Ground-Based Navigation (Part Seven)

Tips for Using GPS for VFR Operations

Always check to see if the unit has RAIM capability. If no RAIM capability exists, be suspicious of a GPS displayed position when any disagreement exists with the position derived from other radio navigation systems, pilotage, or dead reckoning.

Check the currency of the database, if any. If expired, update the database using the current revision. If an update of an expired database is not possible, disregard any moving map display of airspace for critical navigation decisions. Be aware that named waypoints may no longer exist or may have been relocated since the database expired. At a minimum, the waypoints to be used should be verified against a current official source, such as the Chart Supplement U.S. or a Sectional Aeronautical Chart.

 

While a hand-held GPS receiver can provide excellent navigation capability to VFR pilots, be prepared for intermittent loss of navigation signal, possibly with no RAIM warning to the pilot. If mounting the receiver in the aircraft, be sure to comply with 14 CFR part 43.

Plan flights carefully before taking off. If navigating to user-defined waypoints, enter them prior to flight, not on the fly. Verify the planned flight against a current source, such as a current sectional chart. There have been cases in which one pilot used waypoints created by another pilot that were not where the pilot flying was expecting. This generally resulted in a navigation error. Minimize head-down time in the aircraft and maintain a sharp lookout for traffic, terrain, and obstacles. Just a few minutes of preparation and planning on the ground makes a great difference in the air.
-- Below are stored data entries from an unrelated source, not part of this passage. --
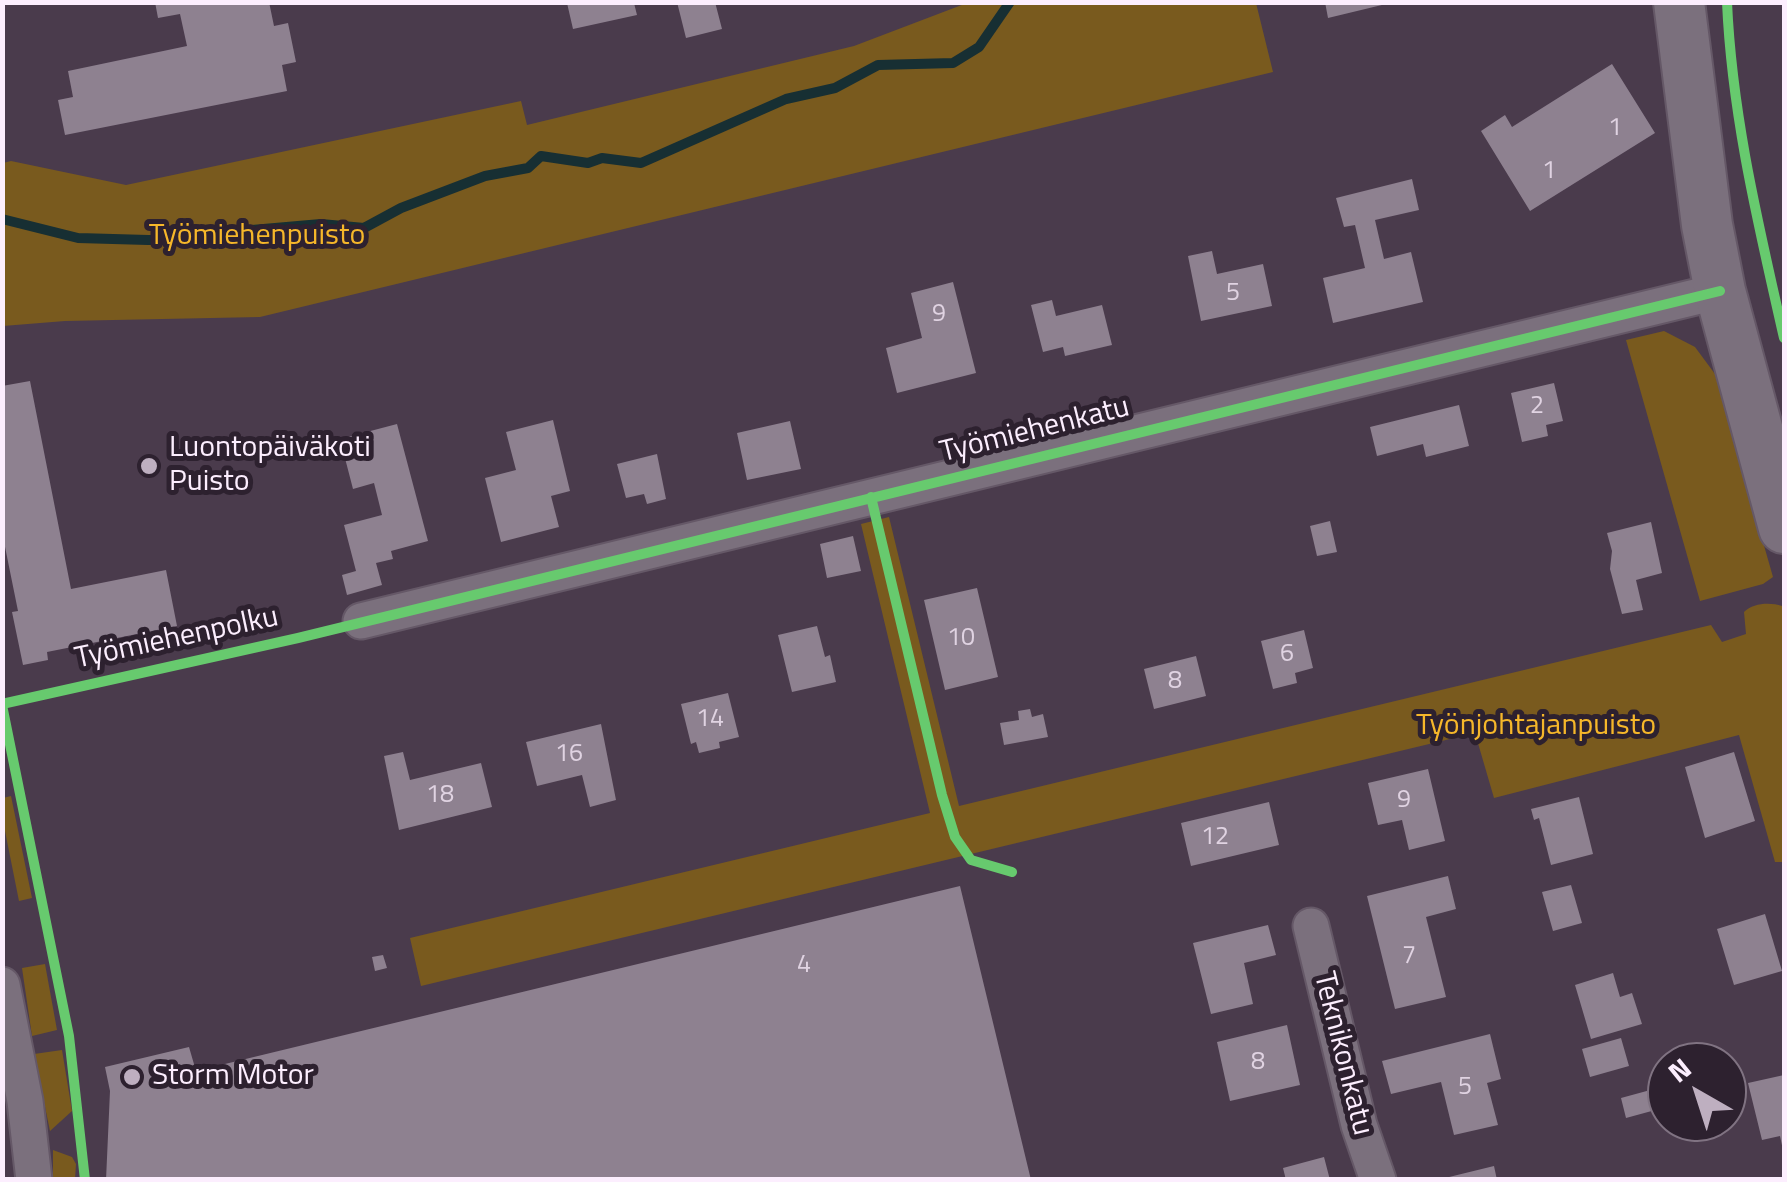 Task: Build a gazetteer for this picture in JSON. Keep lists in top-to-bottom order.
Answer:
{
  "streets": {
    "street": ["Työmiehenkatu", "Teknikonkatu"],
    "cycle path": ["Työmiehenpolku"]
  },
  "parks": ["Työmiehenpuisto", "Työnjohtajanpuisto"],
  "places": ["Luontopäiväkoti Puisto", "Storm Motor"],
  "house_numbers": [
    "1",
    "1",
    "5",
    "9",
    "2",
    "10",
    "6",
    "8",
    "14",
    "16",
    "18",
    "9",
    "12",
    "7",
    "4",
    "8",
    "5"
  ],
  "north": "top left"
} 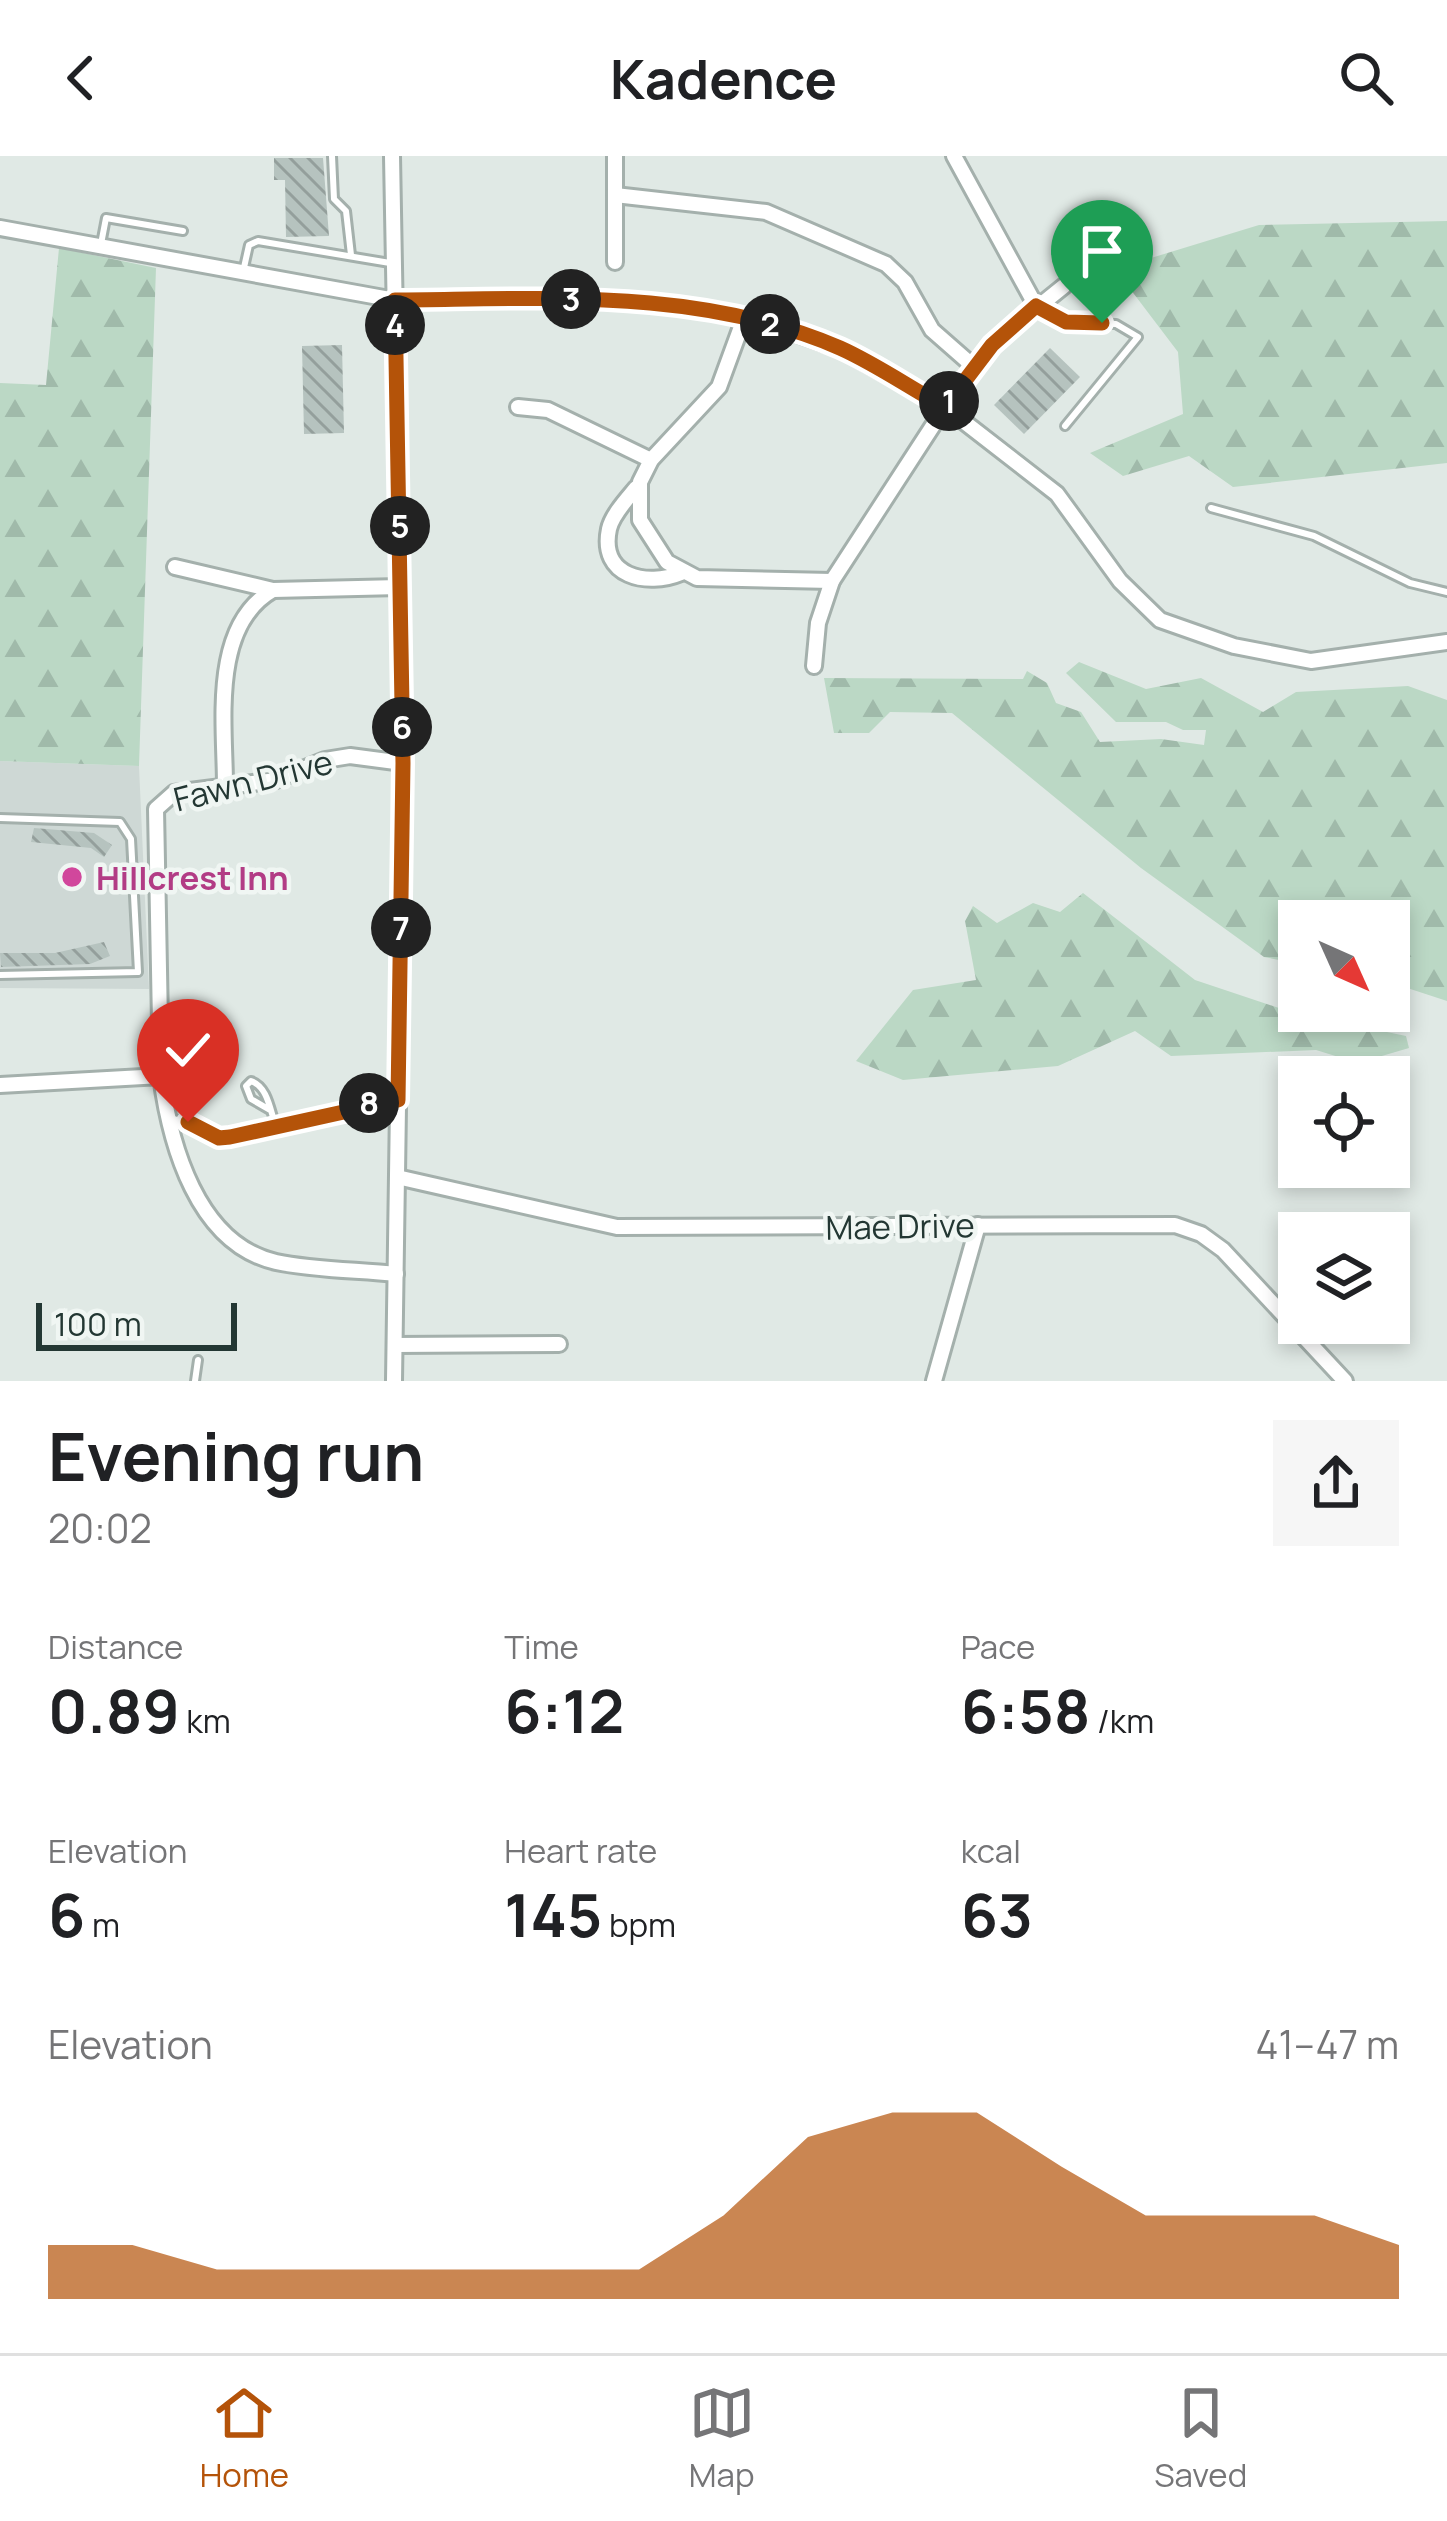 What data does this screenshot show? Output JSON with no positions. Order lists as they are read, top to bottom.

Another way to minimize head-down time is to become very familiar with the receiver’s operation. Most receivers are not intuitive. The pilot must take the time to learn the various keystrokes, knob functions, and displays that are used in the operation of the receiver. Some manufacturers provide computer-based tutorials or simulations of their receivers. Take the time to learn about the particular unit before using it in flight.

In summary, be careful not to rely on GPS to solve all VFR navigational problems. Unless an IFR receiver is installed in accordance with IFR requirements, no standard of accuracy or integrity can be assured. While the practicality of GPS is compelling, the fact remains that only the pilot can navigate the aircraft, and GPS is just one of the pilot’s tools to do the job.

VFR Waypoints

VFR waypoints provide VFR pilots with a supplementary tool to assist with position awareness while navigating visually in aircraft equipped with area navigation receivers. VFR waypoints should be used as a tool to supplement current navigation procedures. The use of VFR waypoints include providing navigational aids for pilots unfamiliar with an area, waypoint definition of existing reporting points, enhanced navigation in and around Class B and Class C airspace, and enhanced navigation around Special Use Airspace. VFR pilots should rely on appropriate and current aeronautical charts published specifically for visual navigation. If operating in a terminal area, pilots should take advantage of the Terminal Area Chart available for the area, if published. The use of VFR waypoints does not relieve the pilot of any responsibility to comply with the operational requirements of 14 CFR part 91.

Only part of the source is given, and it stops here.